# DAVIDSTUTZ

### ARTICLE

Adversarial examples, imperceptibly perturbed examples causing mis-classification, are commonly assumed to lie off the underlying manifold of the data — the so-called manifold assumption. In this article, following my recent CVPR’19 paper, I demonstrate that adversarial examples can also be found on the data manifold, both on a synthetic dataset as well as on MNIST and Fashion-MNIST.

### Introduction

The phenomenon of adversarial examples is still poorly understood — including their mere existence. In [], the existence of adversarial examples is attributed to the linearity in state-of-the-art neural networks and the authors of [] speculate that adversarial examples correspond to low-probability regions in the input space rarely seen as part of training or test sets. In [], in contrast, adversarial examples are assumed to lie off the manifold of the underlying data. This so-called manifold assumption is supported by recent empirical results [] indicating that adversarial examples have low probability under the data distribution. Similarly, this assumption has also inspired several recent defenses against adversarial examples [][]. However, as indicated on a simple synthetic dataset in [], adversarial examples can also be found on the data manifold.

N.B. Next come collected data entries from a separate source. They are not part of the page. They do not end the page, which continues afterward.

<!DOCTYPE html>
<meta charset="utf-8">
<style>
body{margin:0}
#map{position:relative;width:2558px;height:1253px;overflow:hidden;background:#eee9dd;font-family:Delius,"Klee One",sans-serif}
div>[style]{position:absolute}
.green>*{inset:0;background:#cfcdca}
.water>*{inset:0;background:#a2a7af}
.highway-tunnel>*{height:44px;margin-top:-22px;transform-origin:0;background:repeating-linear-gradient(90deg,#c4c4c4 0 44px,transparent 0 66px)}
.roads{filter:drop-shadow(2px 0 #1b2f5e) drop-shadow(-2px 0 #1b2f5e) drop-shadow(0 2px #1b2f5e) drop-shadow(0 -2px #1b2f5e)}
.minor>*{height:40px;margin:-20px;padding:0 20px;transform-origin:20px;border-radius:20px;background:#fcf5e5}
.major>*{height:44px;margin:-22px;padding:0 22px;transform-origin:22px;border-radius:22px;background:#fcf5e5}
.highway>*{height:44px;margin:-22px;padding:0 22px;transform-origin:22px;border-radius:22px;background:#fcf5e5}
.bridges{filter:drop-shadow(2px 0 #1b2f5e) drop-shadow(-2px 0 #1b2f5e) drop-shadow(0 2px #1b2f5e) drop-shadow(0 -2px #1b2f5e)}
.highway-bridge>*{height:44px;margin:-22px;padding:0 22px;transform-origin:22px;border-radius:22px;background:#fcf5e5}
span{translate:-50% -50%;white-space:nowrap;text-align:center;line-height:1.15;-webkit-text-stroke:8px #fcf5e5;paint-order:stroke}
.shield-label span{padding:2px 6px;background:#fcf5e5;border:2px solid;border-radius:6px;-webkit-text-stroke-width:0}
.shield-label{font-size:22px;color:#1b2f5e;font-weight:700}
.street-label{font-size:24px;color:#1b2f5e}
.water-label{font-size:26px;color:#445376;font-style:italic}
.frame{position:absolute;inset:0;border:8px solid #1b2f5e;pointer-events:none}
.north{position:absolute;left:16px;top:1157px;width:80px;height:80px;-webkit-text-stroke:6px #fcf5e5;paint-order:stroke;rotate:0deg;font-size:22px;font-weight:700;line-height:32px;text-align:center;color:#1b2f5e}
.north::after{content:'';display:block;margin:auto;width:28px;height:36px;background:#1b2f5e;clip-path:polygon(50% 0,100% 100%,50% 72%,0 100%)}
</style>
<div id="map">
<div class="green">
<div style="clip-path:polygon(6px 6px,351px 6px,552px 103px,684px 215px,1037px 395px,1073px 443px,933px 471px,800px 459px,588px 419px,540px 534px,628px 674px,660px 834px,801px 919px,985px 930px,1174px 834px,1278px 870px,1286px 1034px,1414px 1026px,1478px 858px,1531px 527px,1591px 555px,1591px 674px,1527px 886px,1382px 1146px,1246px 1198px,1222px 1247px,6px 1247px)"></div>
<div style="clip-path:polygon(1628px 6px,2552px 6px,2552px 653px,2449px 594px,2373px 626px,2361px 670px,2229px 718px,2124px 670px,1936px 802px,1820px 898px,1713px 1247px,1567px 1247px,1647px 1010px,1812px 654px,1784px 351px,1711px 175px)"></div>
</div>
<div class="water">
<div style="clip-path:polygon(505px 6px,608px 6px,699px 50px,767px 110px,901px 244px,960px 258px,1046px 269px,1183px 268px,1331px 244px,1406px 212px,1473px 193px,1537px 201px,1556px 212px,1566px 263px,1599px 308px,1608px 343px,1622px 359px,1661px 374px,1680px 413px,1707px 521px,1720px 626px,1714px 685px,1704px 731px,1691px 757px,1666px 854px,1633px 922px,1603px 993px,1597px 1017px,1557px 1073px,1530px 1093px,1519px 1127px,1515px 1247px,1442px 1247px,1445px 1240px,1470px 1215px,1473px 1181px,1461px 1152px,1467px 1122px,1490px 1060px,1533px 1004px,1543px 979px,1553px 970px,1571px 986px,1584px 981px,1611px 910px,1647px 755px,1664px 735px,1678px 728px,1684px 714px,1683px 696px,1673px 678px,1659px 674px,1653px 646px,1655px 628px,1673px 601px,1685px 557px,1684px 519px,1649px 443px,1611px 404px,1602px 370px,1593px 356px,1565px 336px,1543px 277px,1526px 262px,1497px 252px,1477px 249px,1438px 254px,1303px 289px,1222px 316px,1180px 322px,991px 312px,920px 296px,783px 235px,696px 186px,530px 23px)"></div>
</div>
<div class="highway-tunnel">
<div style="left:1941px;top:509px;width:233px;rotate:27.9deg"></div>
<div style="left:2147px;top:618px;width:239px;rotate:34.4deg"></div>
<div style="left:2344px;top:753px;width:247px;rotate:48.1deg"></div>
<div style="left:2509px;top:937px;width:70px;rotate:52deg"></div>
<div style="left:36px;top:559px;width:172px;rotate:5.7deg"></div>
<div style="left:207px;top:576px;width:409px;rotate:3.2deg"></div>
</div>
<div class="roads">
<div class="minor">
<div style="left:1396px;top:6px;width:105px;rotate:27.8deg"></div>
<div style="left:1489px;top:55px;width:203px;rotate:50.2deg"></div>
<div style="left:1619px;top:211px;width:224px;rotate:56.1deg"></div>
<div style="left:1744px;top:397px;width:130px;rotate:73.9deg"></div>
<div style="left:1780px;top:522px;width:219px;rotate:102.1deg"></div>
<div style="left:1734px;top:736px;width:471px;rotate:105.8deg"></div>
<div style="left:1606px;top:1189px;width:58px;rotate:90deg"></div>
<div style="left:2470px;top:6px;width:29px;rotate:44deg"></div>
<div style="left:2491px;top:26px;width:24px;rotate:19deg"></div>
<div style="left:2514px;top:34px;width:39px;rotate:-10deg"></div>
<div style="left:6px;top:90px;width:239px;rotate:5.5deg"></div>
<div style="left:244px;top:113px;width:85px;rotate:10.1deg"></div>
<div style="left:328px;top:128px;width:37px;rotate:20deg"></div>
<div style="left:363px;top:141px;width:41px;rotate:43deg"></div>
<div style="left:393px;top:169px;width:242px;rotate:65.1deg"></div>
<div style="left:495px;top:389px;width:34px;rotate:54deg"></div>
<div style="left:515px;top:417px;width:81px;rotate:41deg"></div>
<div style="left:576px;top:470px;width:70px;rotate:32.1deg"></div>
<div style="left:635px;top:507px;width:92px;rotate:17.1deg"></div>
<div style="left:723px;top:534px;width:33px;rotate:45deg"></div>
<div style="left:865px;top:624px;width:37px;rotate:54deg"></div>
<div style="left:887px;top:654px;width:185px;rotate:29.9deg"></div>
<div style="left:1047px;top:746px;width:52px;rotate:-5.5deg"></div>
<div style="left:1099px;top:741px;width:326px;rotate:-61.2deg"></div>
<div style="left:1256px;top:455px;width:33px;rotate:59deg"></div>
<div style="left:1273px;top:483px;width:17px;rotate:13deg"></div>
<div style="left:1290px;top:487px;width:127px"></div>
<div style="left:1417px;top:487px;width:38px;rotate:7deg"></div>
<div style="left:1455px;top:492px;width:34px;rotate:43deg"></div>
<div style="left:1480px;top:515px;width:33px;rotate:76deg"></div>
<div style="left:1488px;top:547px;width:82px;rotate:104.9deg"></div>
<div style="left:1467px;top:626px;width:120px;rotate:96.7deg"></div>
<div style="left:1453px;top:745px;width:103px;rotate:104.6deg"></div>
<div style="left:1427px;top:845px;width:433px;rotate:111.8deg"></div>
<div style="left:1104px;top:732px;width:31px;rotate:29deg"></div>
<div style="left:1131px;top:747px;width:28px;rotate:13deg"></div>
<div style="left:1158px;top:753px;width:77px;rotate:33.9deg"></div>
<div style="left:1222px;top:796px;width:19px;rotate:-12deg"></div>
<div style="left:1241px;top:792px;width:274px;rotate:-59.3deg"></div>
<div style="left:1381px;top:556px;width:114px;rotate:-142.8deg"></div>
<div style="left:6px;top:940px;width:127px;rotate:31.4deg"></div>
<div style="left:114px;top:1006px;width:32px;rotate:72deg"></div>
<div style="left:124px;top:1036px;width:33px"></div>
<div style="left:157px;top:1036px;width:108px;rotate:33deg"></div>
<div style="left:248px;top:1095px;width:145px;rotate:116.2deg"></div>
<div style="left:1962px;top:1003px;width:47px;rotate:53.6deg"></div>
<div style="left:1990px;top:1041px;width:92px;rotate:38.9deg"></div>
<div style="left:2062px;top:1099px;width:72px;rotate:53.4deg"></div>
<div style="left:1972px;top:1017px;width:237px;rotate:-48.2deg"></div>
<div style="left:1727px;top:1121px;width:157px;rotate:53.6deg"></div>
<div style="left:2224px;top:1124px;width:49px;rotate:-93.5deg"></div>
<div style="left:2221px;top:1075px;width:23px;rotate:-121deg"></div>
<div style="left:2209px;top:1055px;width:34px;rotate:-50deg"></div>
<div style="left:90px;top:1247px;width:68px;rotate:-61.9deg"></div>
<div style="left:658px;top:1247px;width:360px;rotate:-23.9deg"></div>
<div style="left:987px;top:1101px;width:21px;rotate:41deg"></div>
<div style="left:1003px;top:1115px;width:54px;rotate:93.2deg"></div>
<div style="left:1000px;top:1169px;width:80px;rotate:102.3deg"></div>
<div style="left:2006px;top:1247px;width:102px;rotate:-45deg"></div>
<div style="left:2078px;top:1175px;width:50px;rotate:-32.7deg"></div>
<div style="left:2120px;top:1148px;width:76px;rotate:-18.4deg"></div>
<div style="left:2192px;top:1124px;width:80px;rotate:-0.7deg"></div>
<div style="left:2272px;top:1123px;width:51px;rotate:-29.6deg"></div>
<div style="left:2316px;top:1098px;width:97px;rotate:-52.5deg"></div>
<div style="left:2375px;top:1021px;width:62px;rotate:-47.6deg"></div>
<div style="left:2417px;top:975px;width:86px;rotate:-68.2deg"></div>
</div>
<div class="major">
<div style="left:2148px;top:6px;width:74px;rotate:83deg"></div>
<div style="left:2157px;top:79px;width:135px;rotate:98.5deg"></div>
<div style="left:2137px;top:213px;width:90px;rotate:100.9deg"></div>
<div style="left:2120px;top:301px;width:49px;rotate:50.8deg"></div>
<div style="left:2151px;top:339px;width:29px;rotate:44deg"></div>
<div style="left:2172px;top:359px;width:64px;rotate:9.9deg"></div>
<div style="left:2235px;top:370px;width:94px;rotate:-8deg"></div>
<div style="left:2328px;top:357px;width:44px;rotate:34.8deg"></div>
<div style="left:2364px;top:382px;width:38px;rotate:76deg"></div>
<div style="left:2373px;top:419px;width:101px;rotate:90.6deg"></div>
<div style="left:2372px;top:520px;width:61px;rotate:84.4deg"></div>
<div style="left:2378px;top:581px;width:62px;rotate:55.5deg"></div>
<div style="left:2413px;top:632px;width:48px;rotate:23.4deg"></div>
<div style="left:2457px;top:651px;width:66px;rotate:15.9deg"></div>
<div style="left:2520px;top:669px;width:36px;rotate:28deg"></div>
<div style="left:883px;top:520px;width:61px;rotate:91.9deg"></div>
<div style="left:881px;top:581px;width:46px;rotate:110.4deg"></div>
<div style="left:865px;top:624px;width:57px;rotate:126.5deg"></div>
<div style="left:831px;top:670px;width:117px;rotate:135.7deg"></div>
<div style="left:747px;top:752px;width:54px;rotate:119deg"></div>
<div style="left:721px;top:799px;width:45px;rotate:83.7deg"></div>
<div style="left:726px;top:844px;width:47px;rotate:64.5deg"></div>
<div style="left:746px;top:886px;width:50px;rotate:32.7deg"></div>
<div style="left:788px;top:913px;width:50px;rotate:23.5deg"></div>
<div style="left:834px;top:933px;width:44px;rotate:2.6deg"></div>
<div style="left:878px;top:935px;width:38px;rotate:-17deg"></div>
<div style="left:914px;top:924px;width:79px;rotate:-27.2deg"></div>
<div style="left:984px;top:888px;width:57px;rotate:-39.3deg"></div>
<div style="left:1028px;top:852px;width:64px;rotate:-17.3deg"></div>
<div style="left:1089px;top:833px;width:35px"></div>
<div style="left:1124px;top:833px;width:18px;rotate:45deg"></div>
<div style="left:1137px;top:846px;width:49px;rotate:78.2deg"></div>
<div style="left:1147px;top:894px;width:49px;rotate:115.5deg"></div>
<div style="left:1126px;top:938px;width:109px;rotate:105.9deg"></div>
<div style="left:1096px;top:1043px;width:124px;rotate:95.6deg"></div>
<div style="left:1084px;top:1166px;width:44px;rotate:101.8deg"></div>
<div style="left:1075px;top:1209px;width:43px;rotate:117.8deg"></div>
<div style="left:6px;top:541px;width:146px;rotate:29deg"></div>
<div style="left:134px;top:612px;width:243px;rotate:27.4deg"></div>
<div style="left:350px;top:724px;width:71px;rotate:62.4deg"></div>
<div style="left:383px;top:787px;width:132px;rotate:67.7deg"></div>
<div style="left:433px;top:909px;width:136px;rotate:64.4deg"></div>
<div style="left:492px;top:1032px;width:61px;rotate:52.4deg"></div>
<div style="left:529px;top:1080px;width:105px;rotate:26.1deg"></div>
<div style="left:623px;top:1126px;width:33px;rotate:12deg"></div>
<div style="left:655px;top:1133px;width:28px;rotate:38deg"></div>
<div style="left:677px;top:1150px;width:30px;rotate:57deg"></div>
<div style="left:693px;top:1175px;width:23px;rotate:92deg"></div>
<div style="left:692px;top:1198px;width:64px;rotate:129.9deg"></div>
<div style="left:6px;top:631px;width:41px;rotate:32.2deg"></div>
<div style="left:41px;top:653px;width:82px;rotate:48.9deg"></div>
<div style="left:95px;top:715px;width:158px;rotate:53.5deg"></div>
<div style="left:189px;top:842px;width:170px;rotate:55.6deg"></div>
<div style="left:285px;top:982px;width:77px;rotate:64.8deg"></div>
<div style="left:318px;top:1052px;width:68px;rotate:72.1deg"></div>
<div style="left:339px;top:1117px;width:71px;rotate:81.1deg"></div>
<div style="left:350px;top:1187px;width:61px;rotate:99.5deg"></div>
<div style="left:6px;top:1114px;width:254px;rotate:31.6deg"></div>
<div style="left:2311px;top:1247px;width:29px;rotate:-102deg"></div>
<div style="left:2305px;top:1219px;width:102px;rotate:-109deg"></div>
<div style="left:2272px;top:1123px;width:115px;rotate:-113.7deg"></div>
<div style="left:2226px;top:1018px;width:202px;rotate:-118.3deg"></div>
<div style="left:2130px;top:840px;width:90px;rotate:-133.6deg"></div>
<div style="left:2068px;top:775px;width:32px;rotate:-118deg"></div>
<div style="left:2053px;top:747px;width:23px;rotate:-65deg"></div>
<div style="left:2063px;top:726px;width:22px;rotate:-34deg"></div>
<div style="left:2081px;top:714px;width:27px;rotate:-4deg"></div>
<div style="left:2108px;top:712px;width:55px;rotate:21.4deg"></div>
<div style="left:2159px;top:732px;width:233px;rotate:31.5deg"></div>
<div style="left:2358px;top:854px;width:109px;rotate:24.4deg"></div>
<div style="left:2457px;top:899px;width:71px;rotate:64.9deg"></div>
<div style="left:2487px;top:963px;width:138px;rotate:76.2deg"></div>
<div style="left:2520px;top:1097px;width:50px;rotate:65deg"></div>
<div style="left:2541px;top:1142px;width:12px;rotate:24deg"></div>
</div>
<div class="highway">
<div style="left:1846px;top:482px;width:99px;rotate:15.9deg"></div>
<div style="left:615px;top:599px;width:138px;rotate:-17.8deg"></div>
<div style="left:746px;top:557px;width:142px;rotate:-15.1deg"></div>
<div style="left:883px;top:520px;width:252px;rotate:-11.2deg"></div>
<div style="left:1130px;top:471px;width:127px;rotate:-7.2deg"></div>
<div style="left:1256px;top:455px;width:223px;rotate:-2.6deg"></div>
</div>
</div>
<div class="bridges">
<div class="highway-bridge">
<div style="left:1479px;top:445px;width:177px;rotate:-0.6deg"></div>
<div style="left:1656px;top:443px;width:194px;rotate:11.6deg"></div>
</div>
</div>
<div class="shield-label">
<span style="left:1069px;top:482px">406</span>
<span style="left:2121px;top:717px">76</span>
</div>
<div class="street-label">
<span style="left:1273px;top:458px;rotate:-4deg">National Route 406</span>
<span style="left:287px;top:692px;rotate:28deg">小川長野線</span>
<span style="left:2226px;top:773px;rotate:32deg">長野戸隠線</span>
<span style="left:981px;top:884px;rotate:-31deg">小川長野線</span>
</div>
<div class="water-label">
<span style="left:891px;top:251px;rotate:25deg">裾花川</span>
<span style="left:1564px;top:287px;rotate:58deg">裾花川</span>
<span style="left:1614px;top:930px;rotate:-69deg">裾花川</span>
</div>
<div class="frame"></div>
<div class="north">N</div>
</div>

In this article, I argue that adversarial examples can be constrained to the manifold given a known or approximated manifold. On FONTS, a synthetic dataset from a previous article, the manifold is known by construction allowing to search the manifold explicitly for mis-classified examples. On MNIST and Fashion-MNIST, in contrast, the manifold needs to be approximated. This, can be achieved using VAE-GANs [][]. The resulting adversarial examples look significantly different from "regular" adversarial examples as illustrated in Figure 1.

In the following, I assume that the data manifold is implicitly defined through the data distribution $p(x, y)$ of examples $x$ and labels $y$. A probability $p(x, y) > 0$ means that the example $(x, y)$ is part of the manifold; $p(x, y) = 0$ means the example lies off manifold. With $f$, I refer to a learned classifier, for example a deep neural network, that takes examples $x$ and predicts a label $f(x)$. Then, an on-manifold adversarial example $\tilde{x}$ for $x$ needs to satisfy $f(\tilde{x}) \neq y$ but $p(y|\tilde{x}) > p(y'|\tilde{x})$ for any $y' \neq y$. Note that this condition implies that the optimal Bayes classifier classifies the adversarial example $\tilde{x}$ correctly, but $f$ does not. These adversarial examples can also be thought of as test errors; however, in the following, I will show how to compute them in an "adversarial way".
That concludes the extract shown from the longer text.